April 22, 2013
We have all seen the kiosks at the mall that sell the LED shirts; they respond to music or scroll message banners. Wearable, digital technology is becoming trendy, and Lance and Jerry Seidman, cofounders of Wearing Digital, want to get in the game.
The father-son team began their foray into digital wearable products by making t-shirts that featured 1080p-capable video panels. However, Seidman recognized that the market was shifting towards a different sort of wearable: smart watches.
“My dad routinely misses phone calls and texts because he is hard of hearing,” explains Seidman. The initial smart watch designs incorporate vibration and light flash functions so people are made completely aware of an incoming call, message, or email.

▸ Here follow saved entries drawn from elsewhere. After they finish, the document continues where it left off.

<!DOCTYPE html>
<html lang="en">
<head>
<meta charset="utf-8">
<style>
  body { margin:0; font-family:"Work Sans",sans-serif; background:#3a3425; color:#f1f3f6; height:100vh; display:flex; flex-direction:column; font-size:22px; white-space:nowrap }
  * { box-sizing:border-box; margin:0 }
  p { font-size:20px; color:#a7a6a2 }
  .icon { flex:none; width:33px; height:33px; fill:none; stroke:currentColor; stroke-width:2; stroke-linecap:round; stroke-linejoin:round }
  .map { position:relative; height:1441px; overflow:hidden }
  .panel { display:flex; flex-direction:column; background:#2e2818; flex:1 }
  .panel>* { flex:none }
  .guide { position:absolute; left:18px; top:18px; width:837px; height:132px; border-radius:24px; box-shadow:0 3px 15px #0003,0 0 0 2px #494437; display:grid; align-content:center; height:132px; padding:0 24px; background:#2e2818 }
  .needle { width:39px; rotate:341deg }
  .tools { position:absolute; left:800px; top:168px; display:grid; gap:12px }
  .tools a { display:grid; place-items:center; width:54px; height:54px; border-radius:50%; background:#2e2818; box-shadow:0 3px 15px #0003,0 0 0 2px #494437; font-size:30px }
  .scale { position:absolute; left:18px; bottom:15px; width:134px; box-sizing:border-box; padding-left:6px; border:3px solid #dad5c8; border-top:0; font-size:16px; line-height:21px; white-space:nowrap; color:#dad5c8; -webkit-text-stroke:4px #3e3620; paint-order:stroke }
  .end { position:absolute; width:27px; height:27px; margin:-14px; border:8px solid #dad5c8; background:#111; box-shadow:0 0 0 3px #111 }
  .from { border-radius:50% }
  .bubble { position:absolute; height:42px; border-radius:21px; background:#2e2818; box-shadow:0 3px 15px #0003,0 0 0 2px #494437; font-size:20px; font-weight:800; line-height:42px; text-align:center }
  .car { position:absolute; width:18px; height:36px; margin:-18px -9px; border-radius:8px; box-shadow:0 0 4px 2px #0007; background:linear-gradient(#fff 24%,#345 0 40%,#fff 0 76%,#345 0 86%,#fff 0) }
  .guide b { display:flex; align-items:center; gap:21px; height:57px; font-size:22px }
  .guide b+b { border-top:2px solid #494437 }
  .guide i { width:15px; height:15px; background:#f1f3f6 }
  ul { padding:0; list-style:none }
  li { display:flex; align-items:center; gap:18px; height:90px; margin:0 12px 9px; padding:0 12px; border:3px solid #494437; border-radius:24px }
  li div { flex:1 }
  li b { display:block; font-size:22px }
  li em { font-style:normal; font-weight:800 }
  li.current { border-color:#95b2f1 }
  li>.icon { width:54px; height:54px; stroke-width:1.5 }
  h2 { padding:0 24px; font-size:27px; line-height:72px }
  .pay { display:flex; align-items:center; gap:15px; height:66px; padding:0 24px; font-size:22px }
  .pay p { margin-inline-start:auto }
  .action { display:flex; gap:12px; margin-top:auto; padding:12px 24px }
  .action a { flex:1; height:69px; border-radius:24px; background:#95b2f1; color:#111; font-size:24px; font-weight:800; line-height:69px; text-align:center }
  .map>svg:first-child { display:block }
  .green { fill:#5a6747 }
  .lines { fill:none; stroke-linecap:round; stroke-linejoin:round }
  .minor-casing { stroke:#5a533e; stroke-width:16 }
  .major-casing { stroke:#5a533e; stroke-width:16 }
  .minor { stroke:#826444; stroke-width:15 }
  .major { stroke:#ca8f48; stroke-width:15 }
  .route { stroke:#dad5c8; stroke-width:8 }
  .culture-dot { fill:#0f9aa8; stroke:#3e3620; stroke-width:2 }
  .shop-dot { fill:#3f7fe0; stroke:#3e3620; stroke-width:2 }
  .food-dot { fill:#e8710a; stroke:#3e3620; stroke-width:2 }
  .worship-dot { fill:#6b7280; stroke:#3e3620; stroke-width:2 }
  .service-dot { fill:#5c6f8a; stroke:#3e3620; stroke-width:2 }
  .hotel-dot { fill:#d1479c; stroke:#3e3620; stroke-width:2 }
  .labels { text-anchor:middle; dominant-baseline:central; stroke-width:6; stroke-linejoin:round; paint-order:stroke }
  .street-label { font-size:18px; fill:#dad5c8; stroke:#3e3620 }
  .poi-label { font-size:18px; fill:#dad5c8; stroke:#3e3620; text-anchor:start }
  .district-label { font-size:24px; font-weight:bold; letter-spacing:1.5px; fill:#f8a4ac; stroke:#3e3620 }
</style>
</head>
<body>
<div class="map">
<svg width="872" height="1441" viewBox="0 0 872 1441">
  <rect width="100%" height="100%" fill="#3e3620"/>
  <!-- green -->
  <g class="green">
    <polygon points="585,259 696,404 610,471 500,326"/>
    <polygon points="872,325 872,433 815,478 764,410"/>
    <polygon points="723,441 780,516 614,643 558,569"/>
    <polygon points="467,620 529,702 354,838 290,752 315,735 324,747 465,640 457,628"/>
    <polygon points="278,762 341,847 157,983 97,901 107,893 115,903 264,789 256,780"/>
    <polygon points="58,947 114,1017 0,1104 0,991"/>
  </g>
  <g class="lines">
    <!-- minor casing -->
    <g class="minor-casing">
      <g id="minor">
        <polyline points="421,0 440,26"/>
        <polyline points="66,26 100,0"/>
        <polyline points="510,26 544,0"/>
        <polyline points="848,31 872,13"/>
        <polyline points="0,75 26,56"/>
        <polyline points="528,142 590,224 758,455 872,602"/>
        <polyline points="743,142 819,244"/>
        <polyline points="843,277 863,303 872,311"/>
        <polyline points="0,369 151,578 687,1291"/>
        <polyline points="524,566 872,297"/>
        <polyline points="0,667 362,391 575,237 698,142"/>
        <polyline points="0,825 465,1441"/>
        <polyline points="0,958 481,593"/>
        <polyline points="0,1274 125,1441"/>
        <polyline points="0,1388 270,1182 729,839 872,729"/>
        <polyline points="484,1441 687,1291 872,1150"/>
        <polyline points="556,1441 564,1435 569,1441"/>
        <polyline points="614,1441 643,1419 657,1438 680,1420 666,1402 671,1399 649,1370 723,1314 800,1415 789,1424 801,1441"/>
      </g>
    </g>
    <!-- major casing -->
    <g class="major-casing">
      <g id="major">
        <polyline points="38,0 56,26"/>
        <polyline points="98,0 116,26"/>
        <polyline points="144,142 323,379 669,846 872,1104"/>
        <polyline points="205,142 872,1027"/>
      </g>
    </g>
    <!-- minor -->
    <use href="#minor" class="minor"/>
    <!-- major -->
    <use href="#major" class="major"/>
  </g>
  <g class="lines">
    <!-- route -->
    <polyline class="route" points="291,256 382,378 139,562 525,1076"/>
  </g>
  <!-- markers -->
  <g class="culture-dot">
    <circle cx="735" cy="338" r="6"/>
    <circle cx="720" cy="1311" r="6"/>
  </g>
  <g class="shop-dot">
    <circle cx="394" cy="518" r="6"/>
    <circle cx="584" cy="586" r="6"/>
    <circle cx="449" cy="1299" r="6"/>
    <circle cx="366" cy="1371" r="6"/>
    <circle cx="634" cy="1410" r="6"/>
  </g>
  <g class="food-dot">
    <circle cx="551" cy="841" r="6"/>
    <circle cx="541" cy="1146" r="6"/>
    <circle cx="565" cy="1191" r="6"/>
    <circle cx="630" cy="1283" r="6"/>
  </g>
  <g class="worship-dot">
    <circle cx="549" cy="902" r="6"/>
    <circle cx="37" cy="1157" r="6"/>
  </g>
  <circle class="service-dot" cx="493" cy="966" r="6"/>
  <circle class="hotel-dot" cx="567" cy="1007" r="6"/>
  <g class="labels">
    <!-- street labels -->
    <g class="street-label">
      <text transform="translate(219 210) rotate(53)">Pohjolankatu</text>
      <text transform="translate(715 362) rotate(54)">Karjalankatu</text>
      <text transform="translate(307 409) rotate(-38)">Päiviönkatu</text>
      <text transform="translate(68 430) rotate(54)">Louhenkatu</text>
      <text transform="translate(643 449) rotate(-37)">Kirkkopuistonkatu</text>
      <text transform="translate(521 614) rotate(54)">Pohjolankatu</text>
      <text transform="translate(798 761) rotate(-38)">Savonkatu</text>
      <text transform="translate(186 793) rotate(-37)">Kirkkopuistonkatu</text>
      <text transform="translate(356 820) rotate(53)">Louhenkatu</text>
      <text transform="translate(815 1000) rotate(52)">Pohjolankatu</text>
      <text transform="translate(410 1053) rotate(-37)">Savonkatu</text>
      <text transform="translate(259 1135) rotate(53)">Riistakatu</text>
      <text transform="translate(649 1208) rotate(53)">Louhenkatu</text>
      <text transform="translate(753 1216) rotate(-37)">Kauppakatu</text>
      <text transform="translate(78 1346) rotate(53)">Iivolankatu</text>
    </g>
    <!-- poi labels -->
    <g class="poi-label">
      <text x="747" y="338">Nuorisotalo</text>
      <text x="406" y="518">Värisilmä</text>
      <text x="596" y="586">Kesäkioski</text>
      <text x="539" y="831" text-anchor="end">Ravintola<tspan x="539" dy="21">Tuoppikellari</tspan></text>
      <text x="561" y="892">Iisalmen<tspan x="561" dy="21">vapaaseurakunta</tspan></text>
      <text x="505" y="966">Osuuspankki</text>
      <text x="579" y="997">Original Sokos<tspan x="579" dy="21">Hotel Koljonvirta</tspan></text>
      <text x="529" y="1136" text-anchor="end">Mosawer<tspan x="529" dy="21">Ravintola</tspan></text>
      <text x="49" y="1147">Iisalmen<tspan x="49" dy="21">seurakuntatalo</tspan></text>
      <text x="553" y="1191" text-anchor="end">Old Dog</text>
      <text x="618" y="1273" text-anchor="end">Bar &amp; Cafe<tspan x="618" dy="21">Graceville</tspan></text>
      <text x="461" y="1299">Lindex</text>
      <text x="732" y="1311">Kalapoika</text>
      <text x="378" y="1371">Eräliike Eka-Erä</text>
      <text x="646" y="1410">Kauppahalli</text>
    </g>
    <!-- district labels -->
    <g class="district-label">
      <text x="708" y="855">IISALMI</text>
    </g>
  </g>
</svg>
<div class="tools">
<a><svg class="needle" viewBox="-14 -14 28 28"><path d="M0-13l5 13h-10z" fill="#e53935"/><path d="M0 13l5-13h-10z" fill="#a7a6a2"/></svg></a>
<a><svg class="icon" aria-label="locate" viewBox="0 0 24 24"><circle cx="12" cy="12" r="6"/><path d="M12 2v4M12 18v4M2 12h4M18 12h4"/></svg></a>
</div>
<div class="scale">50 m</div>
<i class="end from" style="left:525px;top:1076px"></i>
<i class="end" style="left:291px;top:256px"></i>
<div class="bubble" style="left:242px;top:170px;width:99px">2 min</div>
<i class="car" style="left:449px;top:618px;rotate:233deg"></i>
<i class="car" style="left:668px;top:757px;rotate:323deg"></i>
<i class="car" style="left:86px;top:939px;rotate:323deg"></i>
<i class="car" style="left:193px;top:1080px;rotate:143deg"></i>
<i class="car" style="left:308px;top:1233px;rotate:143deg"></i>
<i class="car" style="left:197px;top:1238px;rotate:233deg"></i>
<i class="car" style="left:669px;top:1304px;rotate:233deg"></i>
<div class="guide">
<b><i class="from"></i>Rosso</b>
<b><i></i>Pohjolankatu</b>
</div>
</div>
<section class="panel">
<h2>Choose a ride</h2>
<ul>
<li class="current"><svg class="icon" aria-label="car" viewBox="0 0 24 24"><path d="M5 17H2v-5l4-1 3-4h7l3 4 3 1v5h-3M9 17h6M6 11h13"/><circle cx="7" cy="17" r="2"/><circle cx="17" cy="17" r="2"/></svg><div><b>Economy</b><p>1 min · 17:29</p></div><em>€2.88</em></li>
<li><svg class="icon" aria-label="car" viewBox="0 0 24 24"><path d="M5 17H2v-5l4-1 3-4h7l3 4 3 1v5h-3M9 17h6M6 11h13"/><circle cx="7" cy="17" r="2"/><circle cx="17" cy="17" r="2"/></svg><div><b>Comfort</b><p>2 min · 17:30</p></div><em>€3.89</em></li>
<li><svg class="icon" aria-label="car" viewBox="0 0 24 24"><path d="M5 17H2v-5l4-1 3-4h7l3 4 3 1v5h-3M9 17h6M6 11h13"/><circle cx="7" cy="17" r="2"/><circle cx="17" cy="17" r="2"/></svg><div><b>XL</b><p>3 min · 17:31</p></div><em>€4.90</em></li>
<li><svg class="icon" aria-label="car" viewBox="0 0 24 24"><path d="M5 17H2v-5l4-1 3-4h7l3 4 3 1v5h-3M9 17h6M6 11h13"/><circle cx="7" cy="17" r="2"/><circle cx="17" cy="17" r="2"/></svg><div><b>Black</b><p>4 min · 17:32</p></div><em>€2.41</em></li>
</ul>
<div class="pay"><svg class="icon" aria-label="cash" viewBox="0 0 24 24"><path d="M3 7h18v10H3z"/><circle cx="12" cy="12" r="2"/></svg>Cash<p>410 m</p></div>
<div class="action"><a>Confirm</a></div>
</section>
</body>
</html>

Also, while companies like Pebble and Sony offer smart watches tied to Android or iOS platforms, Seidman designed his watch on an open platform.
Being created to operate on an open platform allows his smart watch, The Wearable Electronic Device for Applications (WEDA), to pair with any device on any platform via Bluetooth. Also, since it is built on an open platform, developers can freely build apps, programs, and hardware that work on top of the WEDA.
“I wanted to provide users with a simple, easy-to-use opportunity to create without restriction,” says Seidman.
Users write program codes on their native device, and then push the code to the WEDA. The watch contains eight megabytes of onboard storage for basic coding – and since most programs are measured in bytes, there is little fear of the space ever running out.
The WEDA has a built-in accelerometer, barometer, and GPS function, and after some modification it can be used for data logging purposes as well. For example, you can activate the GPS, mark your latitude and longitude, and then push the data to your smartphone to update your Foursquare account.
Acting as a virtual mirror to your smartphone, the WEDA has no smartphone capabilities, like a touch screen. However, it can receive any notifications sent to your smartphone or tablet. “It is a glorified notification system,” says Seidman.
The display of the smart watch is flexible and bendable, and the watch strap is actually a slap band bracelet. The WEDA is also water resistant, but not waterproof. This all dramatically reduces the cost of the device.
Seidman wants to take the WEDA further than just an open platform smartwatch though. He has pending partnerships with K-12 school districts in the hopes that his product can inspire a boost to computer science and programming studies.
“If we can get students to write even three lines of code a day, then we can help expand the popularity of these programs,” says Seidman. “It is getting easier every day to program, but also more important.”
Wearing Digital was a showcased startup at Tech Cocktail Week in April.